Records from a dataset
--- START ---
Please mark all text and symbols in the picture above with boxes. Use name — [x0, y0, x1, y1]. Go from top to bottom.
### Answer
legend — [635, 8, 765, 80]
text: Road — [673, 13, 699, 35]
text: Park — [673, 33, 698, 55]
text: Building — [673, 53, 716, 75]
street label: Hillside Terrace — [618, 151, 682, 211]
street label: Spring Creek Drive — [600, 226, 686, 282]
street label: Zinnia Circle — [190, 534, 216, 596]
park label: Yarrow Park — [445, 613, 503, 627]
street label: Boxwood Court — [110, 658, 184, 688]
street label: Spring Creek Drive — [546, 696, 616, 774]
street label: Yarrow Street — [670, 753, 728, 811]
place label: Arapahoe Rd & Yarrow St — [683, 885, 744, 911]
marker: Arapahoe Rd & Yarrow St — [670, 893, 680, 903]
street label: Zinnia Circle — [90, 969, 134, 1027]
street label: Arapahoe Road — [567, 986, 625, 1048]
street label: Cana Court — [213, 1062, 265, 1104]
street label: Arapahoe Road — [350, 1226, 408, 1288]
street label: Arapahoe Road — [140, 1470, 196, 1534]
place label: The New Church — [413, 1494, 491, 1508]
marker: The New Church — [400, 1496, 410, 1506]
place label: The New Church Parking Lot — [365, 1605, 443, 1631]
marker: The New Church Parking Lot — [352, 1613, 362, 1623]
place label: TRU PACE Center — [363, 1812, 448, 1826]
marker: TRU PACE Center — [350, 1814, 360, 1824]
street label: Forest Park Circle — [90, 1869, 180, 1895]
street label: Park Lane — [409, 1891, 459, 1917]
--- END ---
--- START ---
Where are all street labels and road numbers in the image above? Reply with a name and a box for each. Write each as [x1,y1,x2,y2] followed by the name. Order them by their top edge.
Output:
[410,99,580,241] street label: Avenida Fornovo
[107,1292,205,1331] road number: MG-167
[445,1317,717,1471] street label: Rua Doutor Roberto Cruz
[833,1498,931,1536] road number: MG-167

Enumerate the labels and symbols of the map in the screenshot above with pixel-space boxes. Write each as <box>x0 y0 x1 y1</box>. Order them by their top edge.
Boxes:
--- END ---
--- START ---
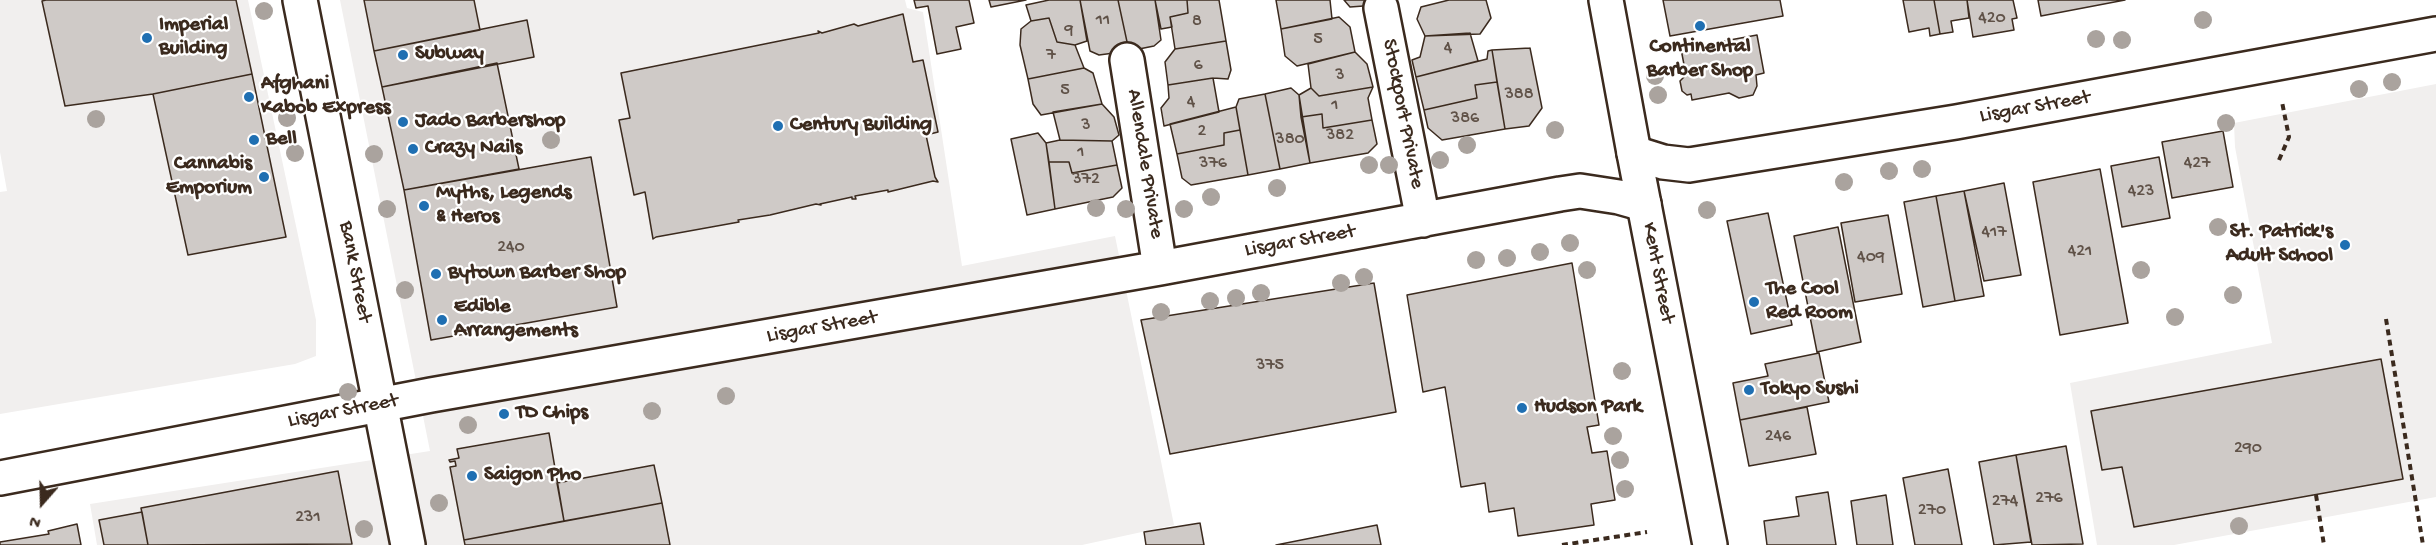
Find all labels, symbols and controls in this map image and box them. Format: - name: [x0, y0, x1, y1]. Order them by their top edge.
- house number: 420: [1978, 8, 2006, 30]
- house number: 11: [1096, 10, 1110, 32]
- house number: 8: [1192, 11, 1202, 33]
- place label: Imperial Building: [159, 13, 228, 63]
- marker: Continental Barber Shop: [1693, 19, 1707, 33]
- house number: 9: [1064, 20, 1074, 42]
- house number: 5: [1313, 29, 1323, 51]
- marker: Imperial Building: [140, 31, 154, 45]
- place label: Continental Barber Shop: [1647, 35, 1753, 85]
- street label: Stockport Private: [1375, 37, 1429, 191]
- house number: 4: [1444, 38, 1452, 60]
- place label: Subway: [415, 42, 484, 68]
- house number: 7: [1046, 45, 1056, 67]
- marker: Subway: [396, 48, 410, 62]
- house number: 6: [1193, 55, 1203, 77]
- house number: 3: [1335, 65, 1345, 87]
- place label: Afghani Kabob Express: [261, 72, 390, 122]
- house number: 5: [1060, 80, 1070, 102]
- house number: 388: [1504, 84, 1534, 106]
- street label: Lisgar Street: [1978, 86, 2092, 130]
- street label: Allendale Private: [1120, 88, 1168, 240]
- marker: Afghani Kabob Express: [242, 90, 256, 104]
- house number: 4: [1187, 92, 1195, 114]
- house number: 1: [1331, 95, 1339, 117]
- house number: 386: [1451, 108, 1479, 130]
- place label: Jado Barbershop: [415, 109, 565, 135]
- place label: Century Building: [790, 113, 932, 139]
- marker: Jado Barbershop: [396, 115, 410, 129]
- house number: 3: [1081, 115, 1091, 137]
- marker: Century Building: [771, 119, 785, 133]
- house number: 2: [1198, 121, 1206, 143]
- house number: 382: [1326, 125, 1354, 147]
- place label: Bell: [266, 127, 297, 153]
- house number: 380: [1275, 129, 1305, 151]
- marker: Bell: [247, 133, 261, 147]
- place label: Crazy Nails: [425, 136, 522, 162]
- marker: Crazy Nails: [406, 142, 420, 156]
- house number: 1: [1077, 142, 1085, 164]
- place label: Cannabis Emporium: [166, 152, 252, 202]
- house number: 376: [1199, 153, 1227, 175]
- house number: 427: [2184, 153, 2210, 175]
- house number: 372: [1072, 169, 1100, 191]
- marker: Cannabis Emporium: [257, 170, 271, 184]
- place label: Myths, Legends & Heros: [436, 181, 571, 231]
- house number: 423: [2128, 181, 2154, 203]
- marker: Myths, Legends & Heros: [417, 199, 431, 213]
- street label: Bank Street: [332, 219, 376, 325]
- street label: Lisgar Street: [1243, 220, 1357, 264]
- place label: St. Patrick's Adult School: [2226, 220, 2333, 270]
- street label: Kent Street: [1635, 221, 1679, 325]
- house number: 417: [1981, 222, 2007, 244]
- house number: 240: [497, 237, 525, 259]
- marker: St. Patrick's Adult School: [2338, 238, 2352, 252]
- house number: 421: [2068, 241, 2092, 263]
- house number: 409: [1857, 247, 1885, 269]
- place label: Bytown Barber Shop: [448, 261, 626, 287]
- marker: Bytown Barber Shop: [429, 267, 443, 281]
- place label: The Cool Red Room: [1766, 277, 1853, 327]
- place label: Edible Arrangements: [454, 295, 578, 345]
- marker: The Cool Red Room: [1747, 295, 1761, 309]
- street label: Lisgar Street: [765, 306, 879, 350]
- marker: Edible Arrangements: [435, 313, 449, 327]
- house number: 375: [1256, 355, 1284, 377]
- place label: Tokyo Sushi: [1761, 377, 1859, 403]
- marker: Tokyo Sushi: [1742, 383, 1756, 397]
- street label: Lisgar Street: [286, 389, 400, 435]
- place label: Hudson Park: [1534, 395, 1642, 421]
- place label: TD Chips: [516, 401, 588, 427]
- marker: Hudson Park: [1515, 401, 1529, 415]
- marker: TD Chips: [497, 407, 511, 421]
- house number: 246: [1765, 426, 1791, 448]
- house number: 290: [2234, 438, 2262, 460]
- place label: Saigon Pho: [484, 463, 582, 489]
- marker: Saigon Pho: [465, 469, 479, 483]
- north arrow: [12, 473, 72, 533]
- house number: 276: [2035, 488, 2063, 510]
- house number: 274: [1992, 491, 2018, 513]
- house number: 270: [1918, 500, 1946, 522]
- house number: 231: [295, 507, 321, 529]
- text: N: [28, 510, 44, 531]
--- END ---
◆ TASK ITEM ◆
Look through the entries above and find each line where the word "with" occurs; copy those lines.

◆ TASK ANSWER ◆
Please mark all text and symbols in the picture above with boxes. Use name — [x0, y0, x1, y1]. Go from top to bottom.
Where are all street labels and road numbers in the image above? Reply with a name and a box for each. Write each as [x1,y1,x2,y2] followed by the name. Order them by their top edge.
Enumerate the labels and symbols of the map in the screenshot above with pixel-space boxes. Write each as <box>x0 y0 x1 y1</box>. Order them by their top edge.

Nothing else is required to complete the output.